TASK DIRECTIONS
Copy out all the lines in the records that include the word "function".

RECORDS SUPPLIED
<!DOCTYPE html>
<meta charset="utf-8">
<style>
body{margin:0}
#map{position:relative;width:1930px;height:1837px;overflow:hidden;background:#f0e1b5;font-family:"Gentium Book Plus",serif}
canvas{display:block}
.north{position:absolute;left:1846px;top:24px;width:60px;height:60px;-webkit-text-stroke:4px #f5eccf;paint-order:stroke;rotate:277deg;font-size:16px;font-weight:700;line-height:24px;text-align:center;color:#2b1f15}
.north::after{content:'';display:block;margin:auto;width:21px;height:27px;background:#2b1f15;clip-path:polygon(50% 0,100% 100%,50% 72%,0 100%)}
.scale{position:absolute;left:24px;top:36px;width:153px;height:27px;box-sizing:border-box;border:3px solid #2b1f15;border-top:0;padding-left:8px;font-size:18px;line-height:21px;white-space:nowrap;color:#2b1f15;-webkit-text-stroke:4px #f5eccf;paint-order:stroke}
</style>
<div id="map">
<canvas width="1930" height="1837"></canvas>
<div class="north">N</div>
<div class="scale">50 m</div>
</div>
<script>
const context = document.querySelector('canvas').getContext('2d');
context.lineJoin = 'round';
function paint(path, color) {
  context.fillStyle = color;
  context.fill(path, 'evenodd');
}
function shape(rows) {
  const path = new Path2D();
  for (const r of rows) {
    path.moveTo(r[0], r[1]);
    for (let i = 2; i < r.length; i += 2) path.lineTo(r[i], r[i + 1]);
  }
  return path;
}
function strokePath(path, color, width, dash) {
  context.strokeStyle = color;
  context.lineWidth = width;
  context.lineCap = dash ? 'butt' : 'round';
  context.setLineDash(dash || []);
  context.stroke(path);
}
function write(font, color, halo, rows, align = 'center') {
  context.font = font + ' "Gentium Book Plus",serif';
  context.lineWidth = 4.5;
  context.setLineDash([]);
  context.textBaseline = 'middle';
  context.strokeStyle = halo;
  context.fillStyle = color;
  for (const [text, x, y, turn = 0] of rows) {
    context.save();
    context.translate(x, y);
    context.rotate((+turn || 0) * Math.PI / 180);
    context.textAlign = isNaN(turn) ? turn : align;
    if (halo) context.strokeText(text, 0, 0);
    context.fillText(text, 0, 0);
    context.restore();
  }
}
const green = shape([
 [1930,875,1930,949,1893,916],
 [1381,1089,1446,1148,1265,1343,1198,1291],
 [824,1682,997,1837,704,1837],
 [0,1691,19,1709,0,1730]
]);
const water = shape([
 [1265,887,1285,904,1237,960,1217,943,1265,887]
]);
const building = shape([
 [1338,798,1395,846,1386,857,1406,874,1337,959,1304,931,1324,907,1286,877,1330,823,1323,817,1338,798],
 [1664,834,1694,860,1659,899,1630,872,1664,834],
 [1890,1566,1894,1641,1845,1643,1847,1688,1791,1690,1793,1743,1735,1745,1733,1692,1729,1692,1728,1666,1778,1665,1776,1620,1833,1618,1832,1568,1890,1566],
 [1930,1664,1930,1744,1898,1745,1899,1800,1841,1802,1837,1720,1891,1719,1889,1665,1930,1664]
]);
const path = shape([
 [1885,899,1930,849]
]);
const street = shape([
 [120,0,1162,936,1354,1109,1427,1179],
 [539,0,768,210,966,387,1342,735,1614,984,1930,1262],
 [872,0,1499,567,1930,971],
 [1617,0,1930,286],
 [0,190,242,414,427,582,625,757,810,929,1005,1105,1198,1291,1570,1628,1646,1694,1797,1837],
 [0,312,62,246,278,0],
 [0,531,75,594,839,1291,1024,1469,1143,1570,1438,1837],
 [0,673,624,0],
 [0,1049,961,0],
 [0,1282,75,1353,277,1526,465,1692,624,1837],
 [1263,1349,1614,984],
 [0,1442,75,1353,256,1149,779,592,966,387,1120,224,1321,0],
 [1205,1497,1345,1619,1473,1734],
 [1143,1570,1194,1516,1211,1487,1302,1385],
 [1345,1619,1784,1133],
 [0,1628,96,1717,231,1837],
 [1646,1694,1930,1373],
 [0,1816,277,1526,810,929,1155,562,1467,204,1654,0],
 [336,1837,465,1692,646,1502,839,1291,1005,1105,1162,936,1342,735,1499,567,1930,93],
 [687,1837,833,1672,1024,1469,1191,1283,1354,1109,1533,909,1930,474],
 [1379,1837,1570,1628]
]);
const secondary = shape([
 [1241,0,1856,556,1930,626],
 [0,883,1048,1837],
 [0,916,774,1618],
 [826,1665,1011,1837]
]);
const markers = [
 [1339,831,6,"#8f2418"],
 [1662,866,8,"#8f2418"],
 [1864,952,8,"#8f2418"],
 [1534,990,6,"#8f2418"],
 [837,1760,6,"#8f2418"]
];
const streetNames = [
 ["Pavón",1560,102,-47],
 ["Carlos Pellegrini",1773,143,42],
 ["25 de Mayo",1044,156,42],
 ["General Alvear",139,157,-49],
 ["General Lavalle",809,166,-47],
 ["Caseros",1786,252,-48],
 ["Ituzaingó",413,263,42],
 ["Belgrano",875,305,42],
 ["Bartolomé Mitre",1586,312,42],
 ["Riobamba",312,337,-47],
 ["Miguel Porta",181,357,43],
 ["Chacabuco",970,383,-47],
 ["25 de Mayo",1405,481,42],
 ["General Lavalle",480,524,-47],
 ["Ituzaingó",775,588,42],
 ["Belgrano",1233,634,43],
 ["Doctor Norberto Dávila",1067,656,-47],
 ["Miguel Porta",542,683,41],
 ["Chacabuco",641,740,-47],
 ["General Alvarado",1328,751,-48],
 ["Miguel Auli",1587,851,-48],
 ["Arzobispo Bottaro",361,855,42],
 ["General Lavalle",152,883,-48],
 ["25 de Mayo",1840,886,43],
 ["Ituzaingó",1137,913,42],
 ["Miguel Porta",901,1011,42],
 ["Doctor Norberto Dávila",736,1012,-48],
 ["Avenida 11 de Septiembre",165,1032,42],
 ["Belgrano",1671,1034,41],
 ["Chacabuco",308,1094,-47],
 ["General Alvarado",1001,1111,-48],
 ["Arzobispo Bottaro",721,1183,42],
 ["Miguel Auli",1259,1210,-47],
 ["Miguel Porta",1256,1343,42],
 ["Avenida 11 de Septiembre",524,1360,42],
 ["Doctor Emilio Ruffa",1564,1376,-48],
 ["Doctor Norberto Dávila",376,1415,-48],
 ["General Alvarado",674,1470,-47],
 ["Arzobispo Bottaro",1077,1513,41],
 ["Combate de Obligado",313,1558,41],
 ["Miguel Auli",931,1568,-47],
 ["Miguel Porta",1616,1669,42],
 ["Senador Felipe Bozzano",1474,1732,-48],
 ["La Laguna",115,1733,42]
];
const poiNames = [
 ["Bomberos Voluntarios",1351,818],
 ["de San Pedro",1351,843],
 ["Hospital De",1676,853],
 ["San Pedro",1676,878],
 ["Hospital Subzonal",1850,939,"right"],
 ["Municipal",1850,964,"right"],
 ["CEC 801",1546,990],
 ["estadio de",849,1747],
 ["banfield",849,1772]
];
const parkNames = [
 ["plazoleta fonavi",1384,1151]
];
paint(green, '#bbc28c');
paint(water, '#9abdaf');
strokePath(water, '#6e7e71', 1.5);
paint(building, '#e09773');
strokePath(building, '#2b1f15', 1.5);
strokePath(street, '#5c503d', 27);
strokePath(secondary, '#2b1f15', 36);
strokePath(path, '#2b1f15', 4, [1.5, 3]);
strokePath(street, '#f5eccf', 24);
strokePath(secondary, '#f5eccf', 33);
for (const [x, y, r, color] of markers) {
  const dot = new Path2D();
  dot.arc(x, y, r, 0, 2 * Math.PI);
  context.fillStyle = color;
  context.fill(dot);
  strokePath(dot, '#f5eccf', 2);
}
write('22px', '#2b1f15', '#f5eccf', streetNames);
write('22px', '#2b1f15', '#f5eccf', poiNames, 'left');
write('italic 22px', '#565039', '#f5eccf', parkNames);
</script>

TASK RESULT
function paint(path, color) {
function shape(rows) {
function strokePath(path, color, width, dash) {
function write(font, color, halo, rows, align = 'center') {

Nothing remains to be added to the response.